Purpose A prospective, randomised, masked study comparing three different intraocular infusion solutions used during vitrectomy on postoperative electroretinography (ERG) and retinal histology of rabbit eyes.
Methods, materials and animals Twelve rabbit eyes were used with each group of three intraocular infusion solutions: Lactated Ringers (LR), balanced salt solution (BSS) and balanced salt solution-plus (BSS-Plus).
Results At 24 hours postoperatively, the ERG values were 36%, 68% and 75% of the normal values for LR, BSS and BSS-Plus, respectively. At 72 hours postoperatively, the ERG values were 50%, 84% and 100% of the normal values for LR, BSS and BSS-Plus, respectively. At 72 hours postoperatively, 3/12, 10/12 and 12/12 of the vitrectomised eyes had regained normal-value ERGs for LR, BSS, and BSS-Plus eyes, respectively. At 1 week postoperatively, 4/12 and 12/12 of LR and BSS eyes, respectively, had normal ERGs. The number of LR eyes regaining normal ERG values was 4/12, 6/12 and 9/12, measured at 1, 4 and 15 weeks postoperatively, respectively.

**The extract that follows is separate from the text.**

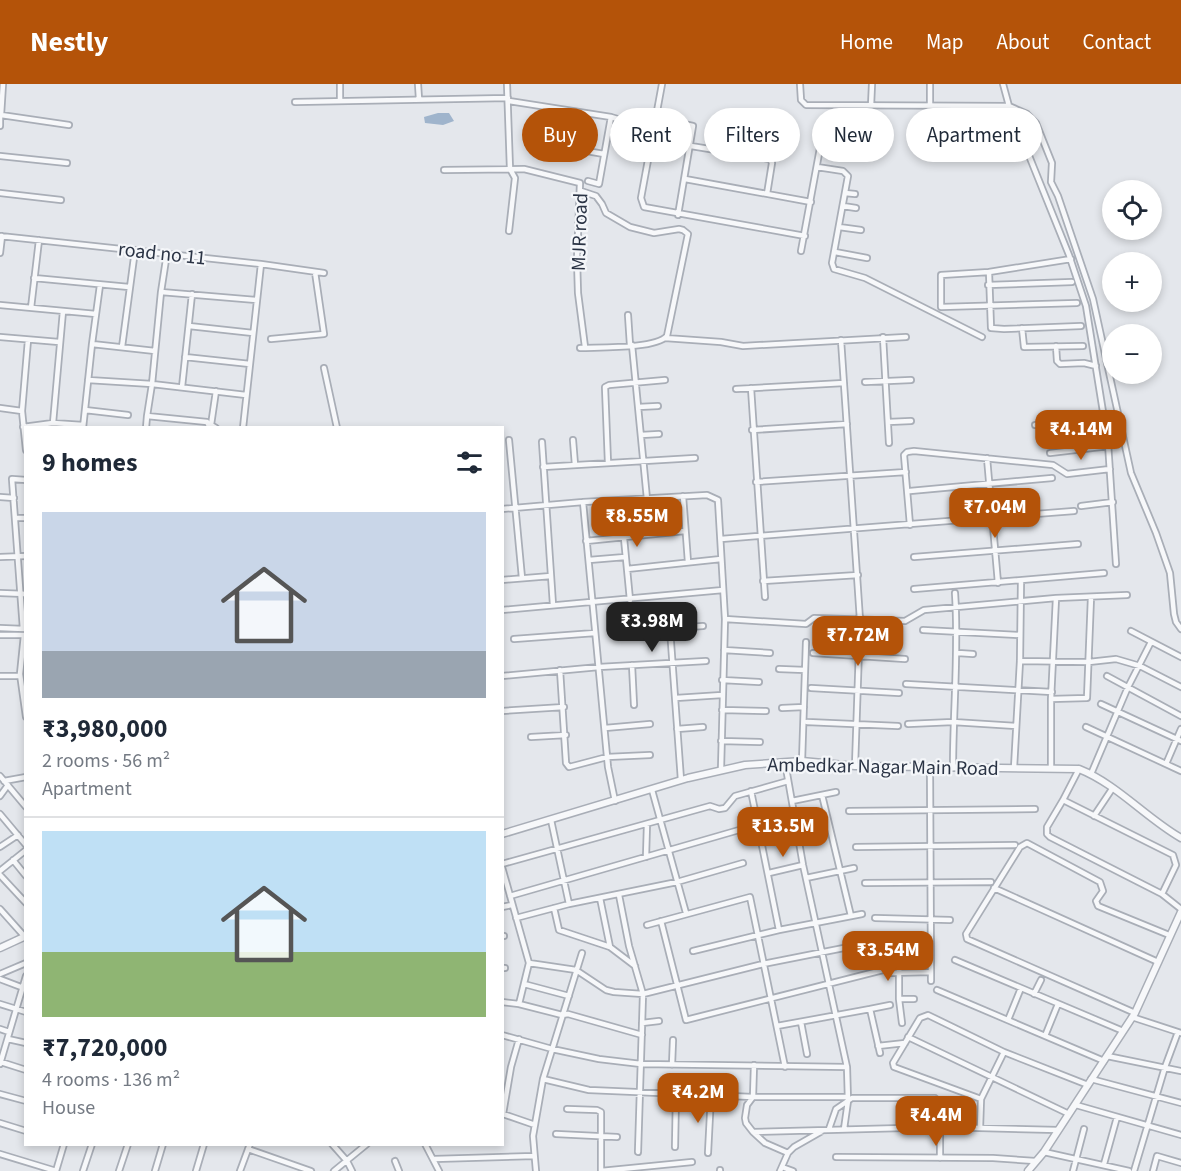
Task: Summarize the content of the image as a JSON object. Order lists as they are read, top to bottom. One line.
{"streets":{"street":["MJR road","road no 11","Ambedkar Nagar Main Road"]},"page":{"header":"Nestly","nav":["Home","Map","About","Contact"],"chip":["Buy","Rent","Filters","New","Apartment"],"map_buttons":["+","−"],"price":["₹4.14M","₹7.04M","₹8.55M","₹3.98M","₹7.72M","₹13.5M","₹3.54M","₹4.2M","₹4.4M"],"heading":"9 homes","list":[{"name":"₹3,980,000","note":"2 rooms · 56 m² · Apartment"},{"name":"₹7,720,000","note":"4 rooms · 136 m² · House"}]}}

Retina histology At 15 weeks follow-up, histopathology was performed on several rabbit eyes. Histological examination of LR-irrigated eyes showed 2/7 normal retinas, whereas 5/7 showed changes that ranged from vacuoles in the inner retina to numerous vacuoles in both the outer and inner retina with disruption of the inner nuclear layer. The histology of BSS-infused and BSS-Plus-infused rabbit eyes was normal.
Conclusion LR solution, when used during vitrectomy, has a more prolonged negative effect on ERG than BSS and BSS-Plus. Histological changes seen in LR eyes may explain the ERG results.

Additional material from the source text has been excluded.